Written by Brian Hioe
Image credit: Jennifer25172466, CC BY-SA 4.0 https://creativecommons.org/licenses/by-sa/4.0, via Wikimedia Commons
Taiwan’s underground electronic music scene can be seen as seeking identity. Apart from the western origin of electronic music, Taiwan is overshadowed on the global stage by larger scenes in Japan, China, and elsewhere. Yet, in line with rising identity trends, the underground electronic music scene is increasingly conscious of the question of what specifically Taiwanese music would consist of. The origins of the Taiwanese scene are particularly rooted in Taiwan’s post-martial law history.
The history of musical subcultures in Taiwan has often involved external influences from outside Taiwan.
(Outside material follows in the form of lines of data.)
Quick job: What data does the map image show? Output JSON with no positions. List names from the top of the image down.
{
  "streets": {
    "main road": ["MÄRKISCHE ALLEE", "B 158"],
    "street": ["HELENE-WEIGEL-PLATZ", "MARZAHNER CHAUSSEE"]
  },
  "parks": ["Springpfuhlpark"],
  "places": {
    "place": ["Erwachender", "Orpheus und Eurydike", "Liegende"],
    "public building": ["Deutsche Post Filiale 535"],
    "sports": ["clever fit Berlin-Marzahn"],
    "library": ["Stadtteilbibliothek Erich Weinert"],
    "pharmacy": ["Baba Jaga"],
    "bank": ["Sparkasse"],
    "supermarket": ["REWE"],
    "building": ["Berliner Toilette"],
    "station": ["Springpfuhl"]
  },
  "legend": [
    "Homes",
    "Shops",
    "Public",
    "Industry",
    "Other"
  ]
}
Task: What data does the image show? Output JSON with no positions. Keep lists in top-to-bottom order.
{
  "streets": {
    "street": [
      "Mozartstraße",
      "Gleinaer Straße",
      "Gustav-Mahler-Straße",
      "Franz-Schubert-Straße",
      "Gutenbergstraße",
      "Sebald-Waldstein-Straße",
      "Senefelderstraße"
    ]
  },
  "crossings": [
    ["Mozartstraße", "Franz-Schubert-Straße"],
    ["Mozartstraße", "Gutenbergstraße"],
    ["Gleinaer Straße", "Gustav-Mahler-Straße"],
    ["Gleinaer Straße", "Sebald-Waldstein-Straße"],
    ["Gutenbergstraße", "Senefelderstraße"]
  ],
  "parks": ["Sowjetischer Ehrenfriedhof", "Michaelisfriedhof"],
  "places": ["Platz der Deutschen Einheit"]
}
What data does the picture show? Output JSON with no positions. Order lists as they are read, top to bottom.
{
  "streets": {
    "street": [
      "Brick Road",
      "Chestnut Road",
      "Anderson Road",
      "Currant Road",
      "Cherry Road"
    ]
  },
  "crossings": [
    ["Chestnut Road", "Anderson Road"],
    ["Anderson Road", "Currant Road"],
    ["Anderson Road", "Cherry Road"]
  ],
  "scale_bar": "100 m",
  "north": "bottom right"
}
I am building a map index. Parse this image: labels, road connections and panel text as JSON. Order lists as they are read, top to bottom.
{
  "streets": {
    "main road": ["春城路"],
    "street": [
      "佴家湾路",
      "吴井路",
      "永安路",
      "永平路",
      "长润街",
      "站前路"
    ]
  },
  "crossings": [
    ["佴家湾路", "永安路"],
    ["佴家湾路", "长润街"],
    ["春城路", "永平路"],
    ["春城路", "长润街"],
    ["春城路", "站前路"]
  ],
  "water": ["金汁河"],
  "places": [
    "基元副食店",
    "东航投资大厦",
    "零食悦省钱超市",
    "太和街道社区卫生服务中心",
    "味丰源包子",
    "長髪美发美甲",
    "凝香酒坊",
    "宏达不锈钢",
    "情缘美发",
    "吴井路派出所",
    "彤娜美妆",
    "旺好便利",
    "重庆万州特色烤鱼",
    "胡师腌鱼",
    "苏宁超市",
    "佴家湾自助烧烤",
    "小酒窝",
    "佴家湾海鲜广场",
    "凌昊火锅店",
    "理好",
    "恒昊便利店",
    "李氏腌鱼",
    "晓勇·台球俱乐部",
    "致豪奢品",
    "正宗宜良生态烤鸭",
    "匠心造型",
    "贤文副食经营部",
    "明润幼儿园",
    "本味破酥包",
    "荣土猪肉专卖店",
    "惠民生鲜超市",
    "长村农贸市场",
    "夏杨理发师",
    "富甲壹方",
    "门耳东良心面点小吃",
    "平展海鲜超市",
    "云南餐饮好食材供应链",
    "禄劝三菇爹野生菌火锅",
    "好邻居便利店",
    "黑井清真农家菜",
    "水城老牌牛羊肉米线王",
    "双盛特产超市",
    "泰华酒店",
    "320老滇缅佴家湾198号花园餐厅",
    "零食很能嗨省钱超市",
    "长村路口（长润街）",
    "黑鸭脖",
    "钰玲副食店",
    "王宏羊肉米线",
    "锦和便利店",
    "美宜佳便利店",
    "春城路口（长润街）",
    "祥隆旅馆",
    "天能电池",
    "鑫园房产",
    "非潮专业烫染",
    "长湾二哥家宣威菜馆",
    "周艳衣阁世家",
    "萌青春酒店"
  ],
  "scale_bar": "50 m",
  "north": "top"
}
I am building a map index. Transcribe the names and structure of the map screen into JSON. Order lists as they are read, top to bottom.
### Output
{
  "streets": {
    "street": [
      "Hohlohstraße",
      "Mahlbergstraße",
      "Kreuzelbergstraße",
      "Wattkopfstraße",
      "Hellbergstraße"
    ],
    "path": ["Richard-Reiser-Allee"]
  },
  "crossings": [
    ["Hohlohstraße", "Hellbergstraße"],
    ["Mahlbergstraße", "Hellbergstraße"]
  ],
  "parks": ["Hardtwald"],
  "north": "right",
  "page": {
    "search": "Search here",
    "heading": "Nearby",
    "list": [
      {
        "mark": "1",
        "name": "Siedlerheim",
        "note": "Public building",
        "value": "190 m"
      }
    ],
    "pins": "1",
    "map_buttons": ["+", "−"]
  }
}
In many cases, to borrow Andrew F. Jones’ phrasing, this phenomenon returns to the “circuits” by which such music genres were disseminated.1 One prominent example would be the spread of rock and roll in East and Southeast Asia in the post-war period through US army bases in the region and GI radio stations–this was also the case in Taiwan, as seen in the historic role played by ICRT.2
Nevertheless, the roots of contemporary electronic music culture in Taiwan can be traced back to the freedoms of the post-martial law period. During this period, the relaxation of restrictions on creative expression during the martial law period led to a flood of external influences entering Taiwan all at once.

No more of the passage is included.